Like I said, I wanted to train some models with somewhat different images, so I created some more slightly different datasets from the original.
First, I determined the mean and the standard deviation (std) of the images, so I could normalize them. This means we subtract the mean, and divide them by the std across all three (RGB) channels. As a result, the mean of the data becomes 0, and the std becomes 1. That means the data distribution resembles to the Gaussian curve. It can help the model for quicker convergence.
The normalization can be used by itself, but we can apply other different transformations on the datasets, which can have a positive impact on the training process. This is called data augmentation.
We can apply randomly chosen transformations on the images while loading them from the dataset. Since this transformations appear randomly on the images, the model sees slightly different inputs at each epoch — and it’s a good thing for better generalizing.
In this case I normalized all the images, then added some randomness to them. Some images may have been flipped horizontally, some of them may have missed some areas, and others may have moved a bit in a random direction (see RandomCrop).
That 25 000 images could been found in separated folders. There was a training set with around 14 000, a train set with 3 000 and a prediction set with 7 000 images.
Since there wasn’t a dedicated validation set, I used the random_split function to separate 20% of the dataset for this purpose, and the remainder became the training set. The prediction set with its 7 000 images didn’t contain any labels for the images — the dataset was a part of a Kaggle competition — so I couldn’t use that.
For the modded dataset I had to trick a little. Since I modified the whole training dataset before separate the validation set, I had to use the normalized validation set.
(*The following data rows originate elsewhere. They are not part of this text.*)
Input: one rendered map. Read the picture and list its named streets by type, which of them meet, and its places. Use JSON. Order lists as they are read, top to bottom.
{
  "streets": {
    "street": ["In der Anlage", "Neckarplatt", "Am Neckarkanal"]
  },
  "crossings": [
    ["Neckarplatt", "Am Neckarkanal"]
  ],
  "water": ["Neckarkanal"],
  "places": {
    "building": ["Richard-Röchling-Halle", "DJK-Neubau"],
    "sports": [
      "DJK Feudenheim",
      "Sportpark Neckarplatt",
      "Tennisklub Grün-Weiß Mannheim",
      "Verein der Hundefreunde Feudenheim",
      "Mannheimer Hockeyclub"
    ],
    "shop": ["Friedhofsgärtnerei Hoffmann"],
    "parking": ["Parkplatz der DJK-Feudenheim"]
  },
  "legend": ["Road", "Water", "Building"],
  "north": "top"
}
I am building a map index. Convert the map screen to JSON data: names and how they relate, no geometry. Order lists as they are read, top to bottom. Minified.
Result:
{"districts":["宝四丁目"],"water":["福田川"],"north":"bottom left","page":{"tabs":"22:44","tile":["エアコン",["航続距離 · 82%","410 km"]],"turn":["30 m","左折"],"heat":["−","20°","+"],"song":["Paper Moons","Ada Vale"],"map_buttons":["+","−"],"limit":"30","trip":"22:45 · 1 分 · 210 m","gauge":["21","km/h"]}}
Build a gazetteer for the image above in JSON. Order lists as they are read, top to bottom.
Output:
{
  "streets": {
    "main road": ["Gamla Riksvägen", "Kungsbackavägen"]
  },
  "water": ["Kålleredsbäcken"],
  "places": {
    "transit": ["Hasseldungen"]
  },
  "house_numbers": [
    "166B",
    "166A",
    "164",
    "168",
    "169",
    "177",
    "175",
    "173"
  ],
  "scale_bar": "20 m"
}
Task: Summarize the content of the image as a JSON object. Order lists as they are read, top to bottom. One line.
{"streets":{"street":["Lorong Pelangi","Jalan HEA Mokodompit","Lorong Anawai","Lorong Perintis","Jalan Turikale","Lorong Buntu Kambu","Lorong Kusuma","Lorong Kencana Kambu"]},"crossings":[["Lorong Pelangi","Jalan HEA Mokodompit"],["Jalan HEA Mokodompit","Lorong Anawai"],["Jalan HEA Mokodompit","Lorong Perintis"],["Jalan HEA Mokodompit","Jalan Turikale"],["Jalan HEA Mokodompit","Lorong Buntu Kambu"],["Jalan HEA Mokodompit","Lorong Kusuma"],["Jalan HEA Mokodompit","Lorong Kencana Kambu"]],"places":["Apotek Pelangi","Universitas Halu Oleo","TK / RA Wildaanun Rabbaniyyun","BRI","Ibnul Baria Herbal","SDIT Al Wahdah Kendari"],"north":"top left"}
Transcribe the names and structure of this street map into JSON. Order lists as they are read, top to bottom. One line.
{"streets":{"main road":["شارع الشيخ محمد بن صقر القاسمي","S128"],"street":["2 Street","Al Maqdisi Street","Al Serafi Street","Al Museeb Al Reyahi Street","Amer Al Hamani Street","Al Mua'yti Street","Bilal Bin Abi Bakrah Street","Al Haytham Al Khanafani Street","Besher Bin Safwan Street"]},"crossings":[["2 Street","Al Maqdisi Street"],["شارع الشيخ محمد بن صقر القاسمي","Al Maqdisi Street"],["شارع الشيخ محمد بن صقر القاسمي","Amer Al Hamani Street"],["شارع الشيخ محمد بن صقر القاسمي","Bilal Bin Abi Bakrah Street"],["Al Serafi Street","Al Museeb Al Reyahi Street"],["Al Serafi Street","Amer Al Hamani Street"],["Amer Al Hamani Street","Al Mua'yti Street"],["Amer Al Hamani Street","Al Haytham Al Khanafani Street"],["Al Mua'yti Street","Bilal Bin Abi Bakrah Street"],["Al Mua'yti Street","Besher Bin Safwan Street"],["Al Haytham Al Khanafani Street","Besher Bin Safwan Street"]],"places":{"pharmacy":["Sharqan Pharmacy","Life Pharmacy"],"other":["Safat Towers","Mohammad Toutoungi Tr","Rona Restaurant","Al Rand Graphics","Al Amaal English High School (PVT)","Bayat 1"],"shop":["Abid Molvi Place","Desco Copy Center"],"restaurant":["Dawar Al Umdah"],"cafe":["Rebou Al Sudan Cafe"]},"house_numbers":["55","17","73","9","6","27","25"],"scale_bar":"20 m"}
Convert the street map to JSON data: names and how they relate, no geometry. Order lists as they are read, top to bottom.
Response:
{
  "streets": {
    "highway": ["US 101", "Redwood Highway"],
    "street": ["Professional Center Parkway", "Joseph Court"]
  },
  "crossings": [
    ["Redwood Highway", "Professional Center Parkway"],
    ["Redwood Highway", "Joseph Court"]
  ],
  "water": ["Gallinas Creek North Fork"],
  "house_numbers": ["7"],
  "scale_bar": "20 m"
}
Because I didn’t want any overlap in the modified training set, and the normalized validation set (what we would use when we trained the model with the modded dataset), I used fixed random_splitting with the same randomness — in this way I got two datasets exactly as I wanted.
After I had that many colorful datasets, I got curious, how colors affect the learning of a model — so I created a grayscaled dataset from the original one. I know, there must be a dozen build-in or third-party functions for this task, what do its job faster, maybe more accurately — this procedure was one of the few image operations I remembered from school, so I wrote my own one to do it.
Before I could start the training, I had to check the distribution of the images — it wouldn’t help the learning phase, if the majority of the images were buildings alone.
Luckily it wasn’t the case, the images were well-distributed, ready for the training — so let’s move to the next step.
GPU
The GPUs can much more faster carry out some kind of tasks, and matrix operations are one of them. Since in this project the most calculations were related to matrices, if we had the opportunity, we should have used GPUs instead of CPUs. Since Kaggle provides us 30 hours GPU usage in a week, I had to move the data to the GPU. That moving mission was defined by the cell of code below.
If we don’t have a GPU — or we don’t always have one — we can still use this code. It search for Cuda GPU, and if finds one, will set the default device to the GPU — if there’s not Cuda GPU the CPU will remain the default device. If so, there won’t happen anything.
Models
The next task was define some models we would use. Since my aim wasn’t building the most accurate predictive system, there are just some simple neural networks.
The first model (Model 0) is made of fully-connected layers. The input layer receives the input pixels — notice that the input number of pixels varies according to the size of the input images. Since we had grayscaled and colorful images as well, all model has a modified version, what can get the grayscaled batch of images, the models on the sketches are made for RGB images.
All the models have ReLU activation function between the different layers.
The convolution steps are all made with the kernel size of 3×3, and I always added a padding with the size of 1 pixel wide.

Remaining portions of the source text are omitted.